XML output completely broken and nodes rendered incorrectly [#579286]

htmlentities() doesn't really solve this problem. De-entitfying the HTML would break it. Eg "<pre><</pre>" would become "<pre><</pre>" which is now ambiguous - we can't turn this into XML, as we don't know which entities should be escaped.

There is a built in table in PHP, get_html_translation_table, however it's incomplete. It doesn't have "mdash" for example.

Log in or register to post comments

Comment #5

dave reid

he/him

English

Nebraska USA

commented 21 September 2009 at 01:49

Status:

Needs review

» Needs work

After digging into this a little more the problem is that either $node->teaser or $node->body is run through check_markup by the node system via node_invoke('view', $node) or node_prepare($node). We're running check_markup on it again. The node_feed() only allows either the teaser or full content to be included in an RSS feed, and it's run only through check_plain(). If we can do that (only run each item through check_markup and check_plain once), it will work fine. The more I look into this code, the more it needs a major reorganization.

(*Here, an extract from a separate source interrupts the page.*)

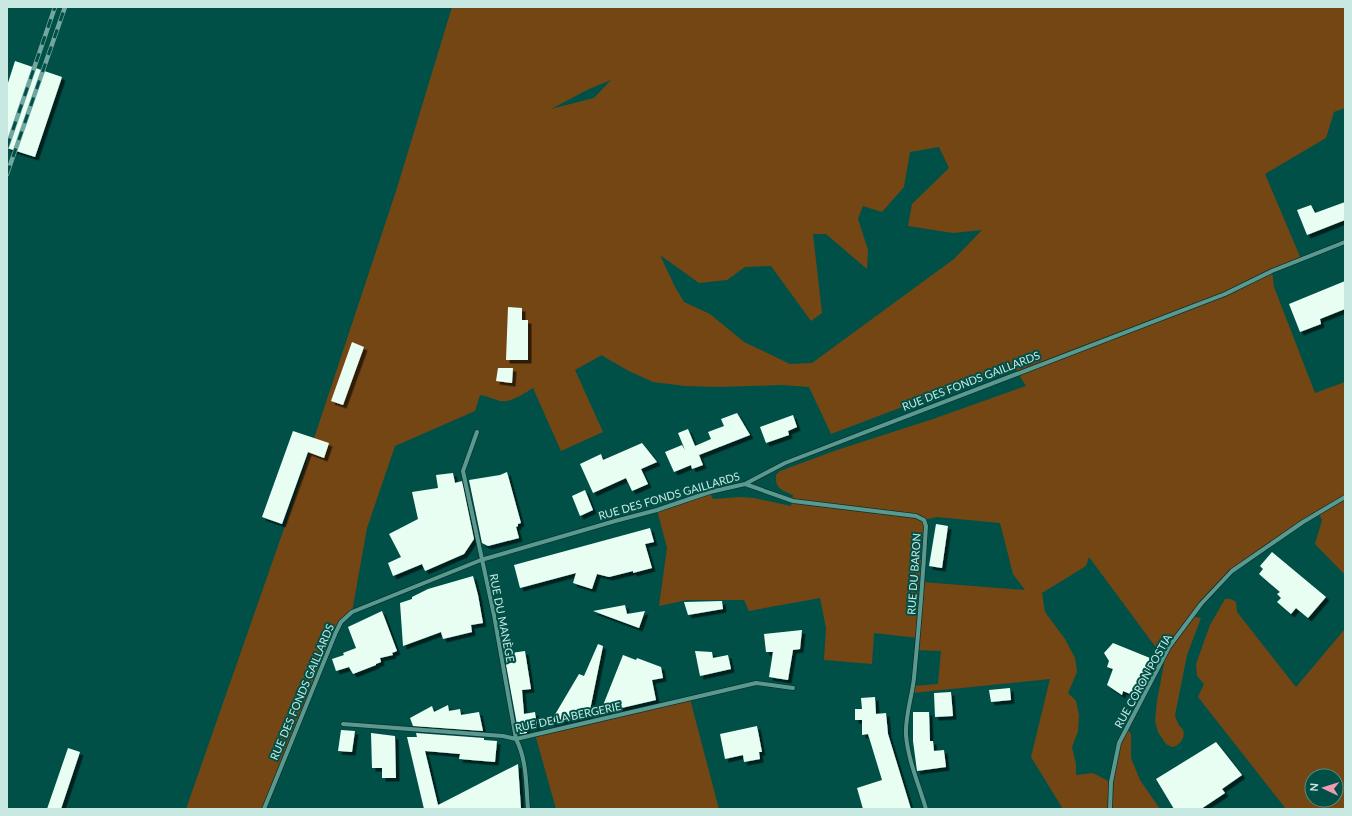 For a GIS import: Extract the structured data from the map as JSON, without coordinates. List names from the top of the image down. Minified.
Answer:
{"streets":{"street":["RUE DES FONDS GAILLARDS","RUE DU BARON","RUE DU MANÈGE","RUE CORON POSTIA","RUE DE LA BERGERIE"]},"crossings":[["RUE DES FONDS GAILLARDS","RUE DU BARON"],["RUE DES FONDS GAILLARDS","RUE DU MANÈGE"],["RUE DU MANÈGE","RUE DE LA BERGERIE"]],"north":"left"} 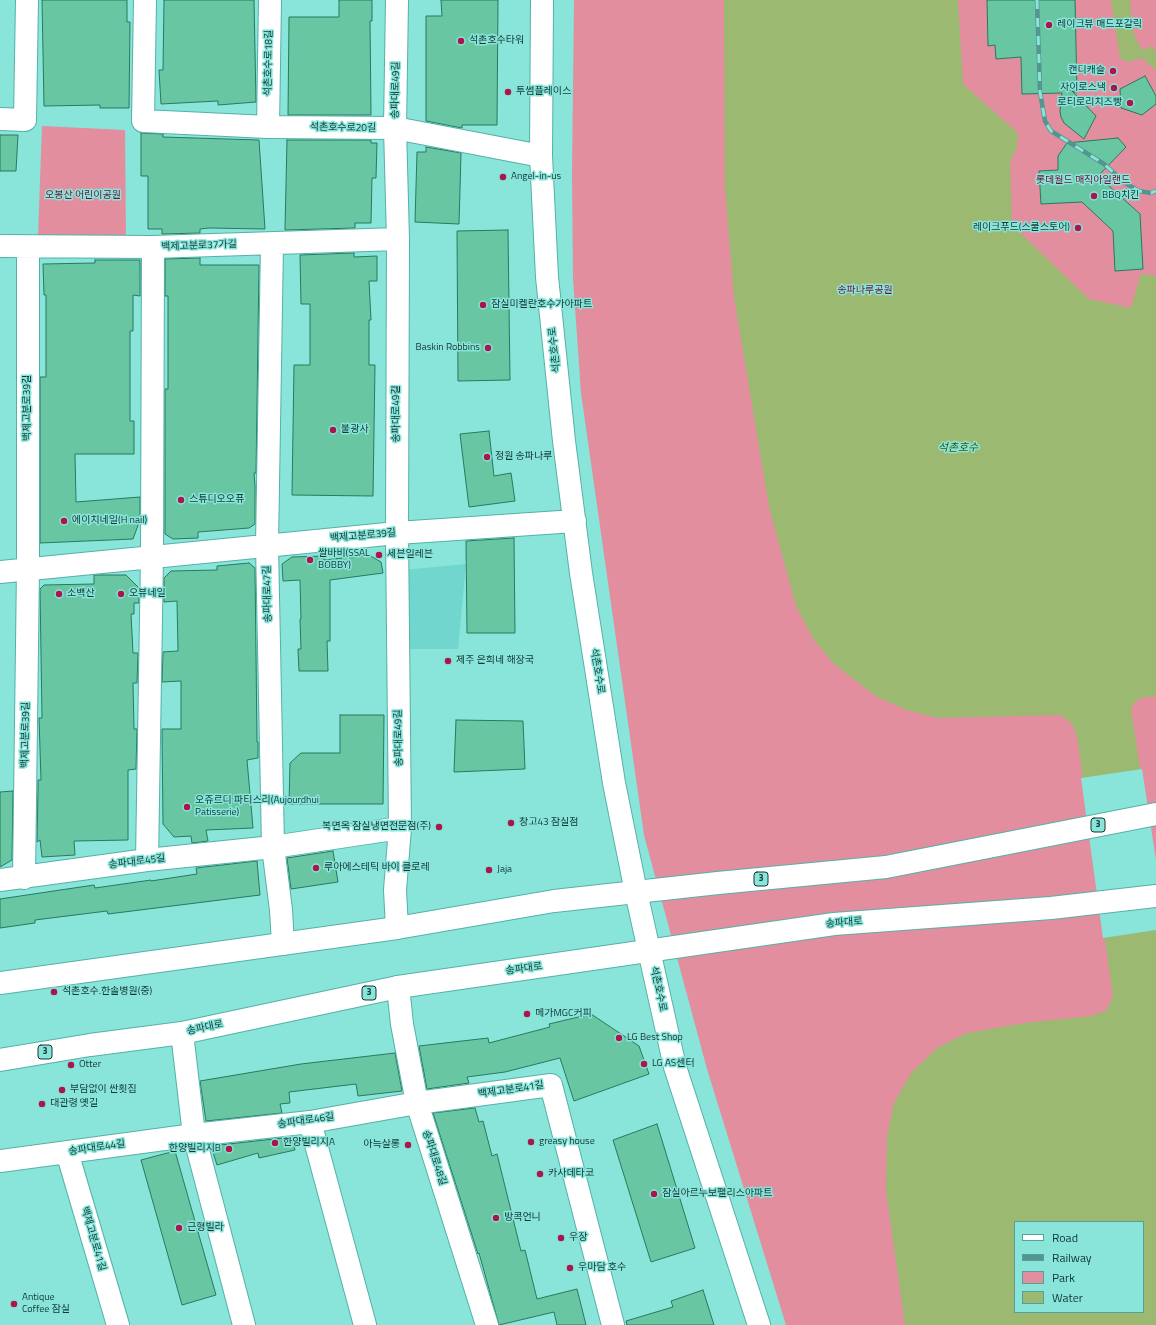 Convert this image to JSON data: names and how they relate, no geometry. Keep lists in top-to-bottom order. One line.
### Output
{"streets":{"street":["석촌호수로18길","송파대로49길","석촌호수로20길","백제고분로37가길","석촌호수로","백제고분로39길","송파대로47길","3","송파대로45길","송파대로","백제고분로41길","송파대로46길","송파대로44길","송파대로48길"]},"crossings":[["석촌호수로18길","석촌호수로20길"],["송파대로49길","석촌호수로20길"],["송파대로49길","백제고분로37가길"],["송파대로49길","백제고분로39길"],["송파대로49길","3"],["석촌호수로20길","석촌호수로"],["백제고분로37가길","백제고분로39길"],["백제고분로37가길","송파대로47길"],["석촌호수로","백제고분로39길"],["석촌호수로","3"],["석촌호수로","송파대로"],["백제고분로39길","송파대로47길"],["백제고분로39길","송파대로45길"],["송파대로47길","3"],["송파대로47길","송파대로45길"],["송파대로","송파대로48길"],["백제고분로41길","송파대로46길"],["백제고분로41길","송파대로44길"],["백제고분로41길","송파대로48길"],["송파대로46길","송파대로44길"],["송파대로46길","송파대로48길"]],"water":["석촌호수"],"parks":["롯데월드 매직아일랜드","오봉산 어린이공원","송파나루공원"],"places":["레이크뷰 매드포갈릭","석촌호수타워","캔디캐슬","자이로스낵","투썸플레이스","로티로리치즈빵","Angel-in-us","BBQ치킨","레이크푸드(스쿨스토어)","잠실미켈란호수가아파트","Baskin Robbins","불광사","정원 송파나루","스튜디오오퓨","에이치네일(H nail)","세븐일레븐","쌀바비(SSAL BOBBY)","소백산","오뷰네일","제주 은희네 해장국","오쥬르디 파티스리(Aujourdhui Patisserie)","창고43 잠실점","복면옥 잠실냉면전문점(주)","루아에스테틱 바이 클로레","Jaja","석촌호수.한솔병원(중)","메가MGC커피","LG Best Shop","LG AS센터","Otter","부담없이 싼횟집","대관령 옛길","greasy house","한양빌리지A","아늑살롱","한양빌리지B","카사데타코","잠실아르누보팰리스아파트","방콕언니","근형빌라","우장","우마담 호수","Antique Coffee 잠실"],"legend":["Road","Railway","Park","Water"]}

Log in or register to post comments

Comment #6

dave reid

he/him

English

Nebraska USA

commented 21 September 2009 at 01:56

Title:	Atom output includes HTML entities in body	» XML output completely broken and nodes rendered incorrectly
Version:	6.x-1.1	» 6.x-1.x-dev
Assigned:	Unassigned	» dave reid

Changing title to absorb a few other duplicate issues:
#368819: Atom module and CCK fields
#542122: aton xml syntax error no data

Working on a patch.

Log in or register to post comments

Comment #7

dave reid

he/him

English

Nebraska USA

commented 21 September 2009 at 19:36

Ugh...they way that Drupal renders node content I'm not finding a way to get both a correctly formatted teaser and body. It's basically either one, but not both. I'm leaning towards making this more like the built-in RSS settings in which you can only select teasers or full text, but not both. This would make things a whole lot easier.

Log in or register to post comments

Comment #8

dave reid

he/him

English

Nebraska USA

commented 21 September 2009 at 21:40

Status:

Needs work

» Fixed

This seems to be fixed now with the latest commits. It's semi-fixed in the Drupal 7 (HEAD) branch but I'm still trying to adjust for the new ways that node content are built. Tentatively marking as fixed.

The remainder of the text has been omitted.